La principale information délivrée par ce texte réside moins dans ces mesures complémentaires que dans la réévaluation drastique du déficit attendu en fin d’année, puisqu’il bondirait de 178, 1 milliards à 220 milliards d’euros, soit 9, 4 % du PIB.
Cette situation inédite n’est pas liée aux mesures nouvelles, mais principalement au volume de crédits reportés de 2020 sur 2021, presque 30 milliards d’euros. On peut tout aussi bien s’effrayer de ce nouveau déficit attendu que s’interroger sur la sincérité des prévisions d’exécution des crédits budgétaires, lorsque l’on remarque que seulement un cinquième des crédits du plan de relance a été consommé à la mi-juin, hors chômage partiel.
Par ailleurs, le Gouvernement ne peut plus recourir à un décret d’avance, puisque les montants maximaux ont été utilisés par celui du 19 mai. Il propose donc de provisionner une dotation pour dépenses accidentelles et imprévisibles pour pouvoir ouvrir des crédits sans nouvel examen parlementaire.
Certes, la crise conduit à devoir réagir rapidement, mais il importe que l’on ne demande pas au Parlement de signer des chèques en blanc pour couvrir toutes les hypothèses… L’an passé, tous les crédits pour faire face à la crise ont été examinés par le Parlement, sous des contraintes finalement bien plus fortes.

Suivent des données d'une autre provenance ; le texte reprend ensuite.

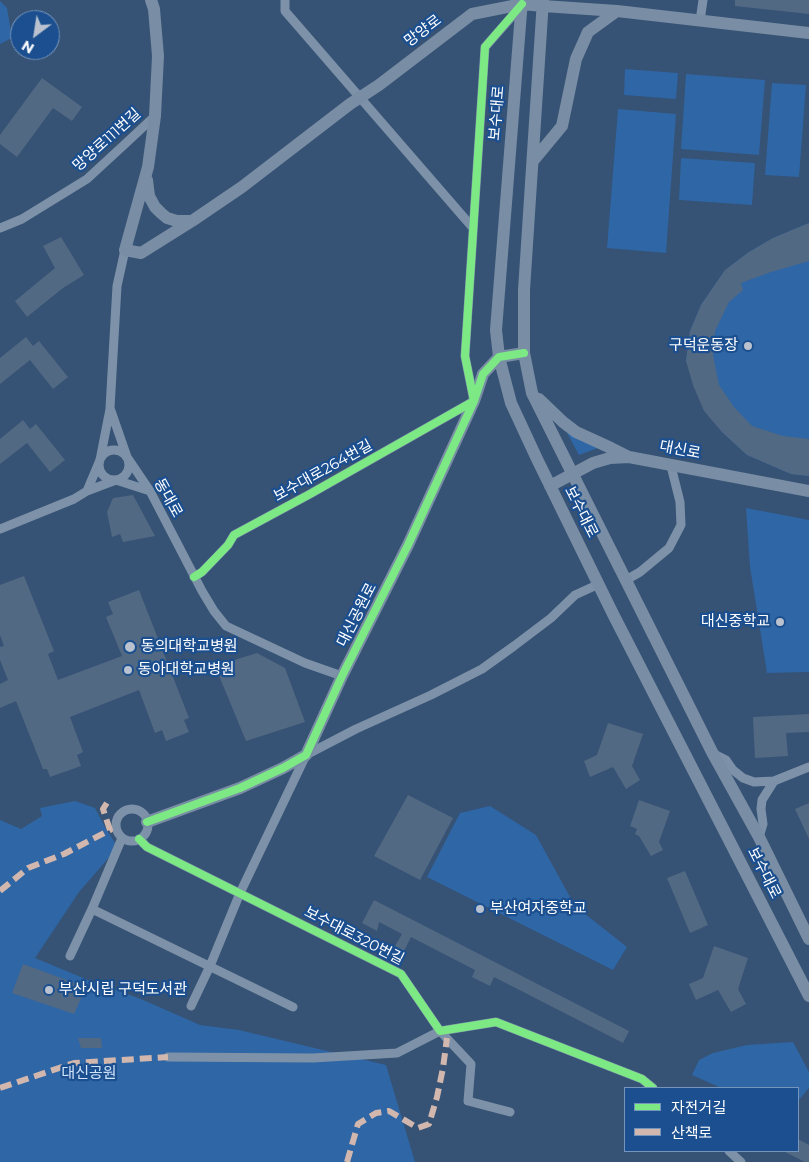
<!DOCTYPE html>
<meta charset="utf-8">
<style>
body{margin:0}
#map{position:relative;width:809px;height:1162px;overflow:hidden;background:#365274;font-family:Montserrat,"Noto Sans KR",sans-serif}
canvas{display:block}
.legend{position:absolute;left:624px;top:1087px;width:175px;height:65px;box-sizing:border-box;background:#1b4f8f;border:1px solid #7695bc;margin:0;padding:6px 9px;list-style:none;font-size:15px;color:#fff}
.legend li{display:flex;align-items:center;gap:10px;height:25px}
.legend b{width:25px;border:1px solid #7695bc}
.north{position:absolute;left:10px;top:10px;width:50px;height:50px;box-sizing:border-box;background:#1b4f8f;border:1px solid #7695bc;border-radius:50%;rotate:211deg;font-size:14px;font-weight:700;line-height:20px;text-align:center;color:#fff}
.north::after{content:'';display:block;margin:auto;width:18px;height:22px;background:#b9c2ce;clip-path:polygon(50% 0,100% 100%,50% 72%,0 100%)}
</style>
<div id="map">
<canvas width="809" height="1162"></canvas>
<ul class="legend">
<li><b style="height:6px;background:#7ce984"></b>자전거길</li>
<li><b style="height:6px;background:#d1b7ad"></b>산책로</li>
</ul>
<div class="north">N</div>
</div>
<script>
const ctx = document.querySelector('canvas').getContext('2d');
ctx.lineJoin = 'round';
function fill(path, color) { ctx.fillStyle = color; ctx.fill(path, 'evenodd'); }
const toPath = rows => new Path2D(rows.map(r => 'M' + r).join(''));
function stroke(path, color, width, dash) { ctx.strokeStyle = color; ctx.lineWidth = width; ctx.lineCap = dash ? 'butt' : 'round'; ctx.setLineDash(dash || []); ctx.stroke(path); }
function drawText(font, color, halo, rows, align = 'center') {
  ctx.font = font + ' Montserrat,"Noto Sans KR",sans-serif'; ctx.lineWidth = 4.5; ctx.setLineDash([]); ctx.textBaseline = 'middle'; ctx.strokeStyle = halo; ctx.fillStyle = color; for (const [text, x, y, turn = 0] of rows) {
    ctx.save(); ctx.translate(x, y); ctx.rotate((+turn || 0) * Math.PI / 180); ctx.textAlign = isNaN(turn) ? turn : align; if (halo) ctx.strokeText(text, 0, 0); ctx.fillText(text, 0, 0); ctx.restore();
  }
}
const green = toPath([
 [0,1,7,8,12,38,0,44],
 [625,69,678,73,676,99,624,95],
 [686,74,765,80,759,155,681,149],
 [772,83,806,85,799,177,765,175],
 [618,109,676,114,666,253,607,248],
 [681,158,755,163,752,205,679,200],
 [809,223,809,476,791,474,747,455,722,432,705,411,686,361,690,331,701,305,725,270,749,252,773,238],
 [567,433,598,448,579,455],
 [746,508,809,520,809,672,767,673,750,567],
 [75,801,95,808,106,829,118,847,79,892,35,958,88,980,141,999,200,1025,239,1030,386,1065,415,1162,0,1162,0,820,21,829,42,816,40,808],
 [490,806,536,835,575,906,627,947,613,970,427,877,460,813],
 [793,1042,809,1072,809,1088,798,1101,798,1088,721,1088,692,1075,699,1060,713,1053,747,1045]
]);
const building = toPath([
 [735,0,809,0,809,14,735,6],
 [42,78,82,107,72,121,53,108,17,157,0,144,0,135],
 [809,223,809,261,771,272,741,283,743,290,729,302,715,331,713,355,719,385,734,407,752,426,783,436,809,439,809,476,791,474,747,455,722,432,704,411,693,385,686,361,690,331,701,305,725,270,749,252,773,238],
 [61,237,84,275,63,288,27,317,15,301,55,268,43,246],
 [26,337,33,346,39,341,68,377,53,389,30,360,0,384,0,358],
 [23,420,30,429,36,424,65,460,50,472,27,443,0,464,0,439],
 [133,495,155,536,123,542,120,534,112,537,107,512,113,498],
 [24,576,54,651,48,654,58,680,122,656,106,617,113,614,108,602,139,590,189,718,184,720,189,732,166,741,162,730,155,733,139,690,70,717,83,752,77,755,81,766,50,777,47,769,43,769,16,701,0,708,0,684,8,680,0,660,0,647,4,646,0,635,0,585],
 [257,653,285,668,305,722,246,741,215,666],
 [809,714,809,732,786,733,788,756,755,758,753,717],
 [608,723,643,734,632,766,640,780,626,789,613,767,590,777,584,761,597,755],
 [408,795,453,818,420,880,374,856],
 [639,800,670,811,659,842,663,850,651,856,639,836,635,834,637,829,630,826],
 [809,803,809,839,795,809],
 [685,871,708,925,690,933,667,878],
 [374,900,629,1031,623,1043,494,977,490,986,472,977,475,970,411,937,404,951,395,946,402,934,379,922,377,931,362,923],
 [714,946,748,958,738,989,746,1004,731,1012,718,990,696,1000,689,984,703,978],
 [23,964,86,987,74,1014,12,993],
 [78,1038,101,1038,102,1048,81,1048],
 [798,1139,809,1145,809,1162,805,1162,783,1151,798,1151]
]);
const street = toPath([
 [285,0,285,11,473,228],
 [700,21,703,0],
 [0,228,22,219,87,179,125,144,155,116],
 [125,250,117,286,110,408,127,457,150,491,202,591,214,611,226,626,305,663,342,676],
 '99 465a15 15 0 1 1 30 0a15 15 0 1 1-30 0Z',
 [87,491,100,460,110,409],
 [0,529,74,499,87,491,116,480,150,491],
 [194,577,202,572,228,545,234,535,310,494,474,401,465,356,485,47,522,5],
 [626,580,640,572,669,548,681,525,680,502,671,466],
 [714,754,726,760,733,770,743,778,754,782,774,781,809,767],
 '116 825a16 16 0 1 1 32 0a16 16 0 1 1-32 0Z',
 [759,837,763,824,761,809,762,800,774,781],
 [139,839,147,847,401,974,440,1031,496,1022,642,1079,653,1088],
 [92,909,122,838],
 [70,956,92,909,293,1007],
 [191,1006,210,966,240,893,306,755,356,729,431,695,482,669,514,646,551,618,575,595,599,584],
 [168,1057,313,1058,397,1053,440,1031,471,1064,468,1101,510,1112],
 [729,1151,741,1162]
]);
const secondary = toPath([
 [151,0,154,9,158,56,155,116,148,167,125,250,141,253,192,221,242,187,350,104,379,85,472,14,522,4,543,6,617,11,809,33],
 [522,0,496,330,499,357,511,403,537,459,613,614,809,996],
 [543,0,524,290,524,353,532,393,712,752,759,837,809,939],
 [533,161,562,126,576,59,588,32,617,11],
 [147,180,149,196,155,207,161,213,167,218,177,221,192,221],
 [539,399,563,422,576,432,611,448,629,457],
 [550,486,593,463,610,458,629,457,809,491],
 [147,822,240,788,283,768,306,755,342,676,408,545,474,401,483,374,499,357,524,353]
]);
const quiet = toPath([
 [0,891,28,868,64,854,110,830,103,809,110,798],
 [0,1088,74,1063,168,1057],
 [347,1162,358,1124,376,1113,389,1111,418,1128,429,1124,437,1097,443,1068,447,1038]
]);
const cycleway = toPath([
 [194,577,202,572,228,545,234,535,310,494,474,401,465,356,485,47,522,4],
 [147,822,240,788,283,768,306,755,342,676,408,545,474,401,483,374,499,357,524,353],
 [139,839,147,847,401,974,440,1031,496,1022,642,1079,653,1088]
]);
const markers = [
 [748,346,5,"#b9c2ce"],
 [780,622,5,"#b9c2ce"],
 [130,647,6,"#b9c2ce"],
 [128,670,5,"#b9c2ce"],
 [480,909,5,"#b9c2ce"],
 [49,990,5,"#b9c2ce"]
];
const streetNames = [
 ["망양로",423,31,-37],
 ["보수대로",497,113,-85],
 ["망양로111번길",107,140,-42],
 ["대신로",680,450,11],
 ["보수대로264번길",323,471,-29],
 ["동대로",168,498,61],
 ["보수대로",581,512,63],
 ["대신공원로",357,615,-63],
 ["보수대로",764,873,63],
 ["보수대로320번길",354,936,27]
];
const poiNames = [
 ["구덕운동장",738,346,"right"],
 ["대신중학교",770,622,"right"],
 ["동의대학교병원",141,647],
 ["동아대학교병원",138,670],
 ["부산여자중학교",490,909],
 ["부산시립 구덕도서관",59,990]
];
const parkNames = [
 ["대신공원",89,1074]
];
fill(green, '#2f66a5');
fill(building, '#526984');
stroke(street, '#7d92a8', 9);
stroke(secondary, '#798da4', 12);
stroke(quiet, '#d1b7ad', 6, [12, 6]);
stroke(cycleway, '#7ce984', 8);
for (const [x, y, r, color] of markers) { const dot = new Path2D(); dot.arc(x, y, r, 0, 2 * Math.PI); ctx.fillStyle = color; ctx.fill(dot); stroke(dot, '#1b4f8f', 2); }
drawText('15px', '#fff', '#1b4f8f', streetNames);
drawText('15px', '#fff', '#1b4f8f', poiNames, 'left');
drawText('15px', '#cfe3fa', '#1b4f8f', parkNames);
</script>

Au-delà de l’abondement du fonds de solidarité, le texte présente d’autres points positifs comme le soutien à certaines régies publiques locales ayant subi des pertes tarifaires – nous demandons cette mesure depuis un an ! –, même si la portée de ce dispositif apparaît limitée et que sa mise en œuvre mérite d’être précisée.
Certaines priorités peuvent en revanche surprendre, notamment la majoration exceptionnelle du taux de réduction d’impôt sur le revenu au titre des dons effectués au profit des seules associations cultuelles, alors que tant d’autres associations ont besoin d’être soutenues.
Enfin, ce projet de loi de finances rectificative est censé organiser une sortie progressive des dispositifs de soutien, prolongés certes par des mesures de relance, mais cette étape devrait marquer la fin du « quoi qu’il en coûte ». Le programme de stabilité présenté en avril dernier par le Gouvernement visait d’ailleurs une réduction de la dépense publique de 60, 4 % du PIB en 2021 à 56 % dès 2022, le taux de prélèvements obligatoires restant inchangé.
Beaucoup dans la majorité sénatoriale appellent à cette réduction générale de la dépense publique, mais plaident pourtant, par leurs amendements, pour prolonger ou amplifier tel ou tel dispositif budgétaire ou dépense fiscale.
Je comprends leurs intentions, tout en notant que, à défaut de réduire la dépense, seules des initiatives sur le volet relatif aux recettes peuvent donner de la cohérence à ces propositions.
Le groupe Socialiste, Écologiste et Républicain, auquel j’appartiens, plaide ainsi pour des mesures de soutien, mais aussi pour mettre fin au désarmement fiscal de l’État qui, en ôtant à celui-ci toute marge de manœuvre en recettes, le condamne demain soit à des hausses brutales d’imposition soit à sacrifier des politiques publiques dont on pressent, notamment à la lecture de l’audit réalisé par la Cour des comptes à la demande du Premier ministre, qu’elles concerneraient par priorité le champ social. Pour ma part, je ne m’y résous pas !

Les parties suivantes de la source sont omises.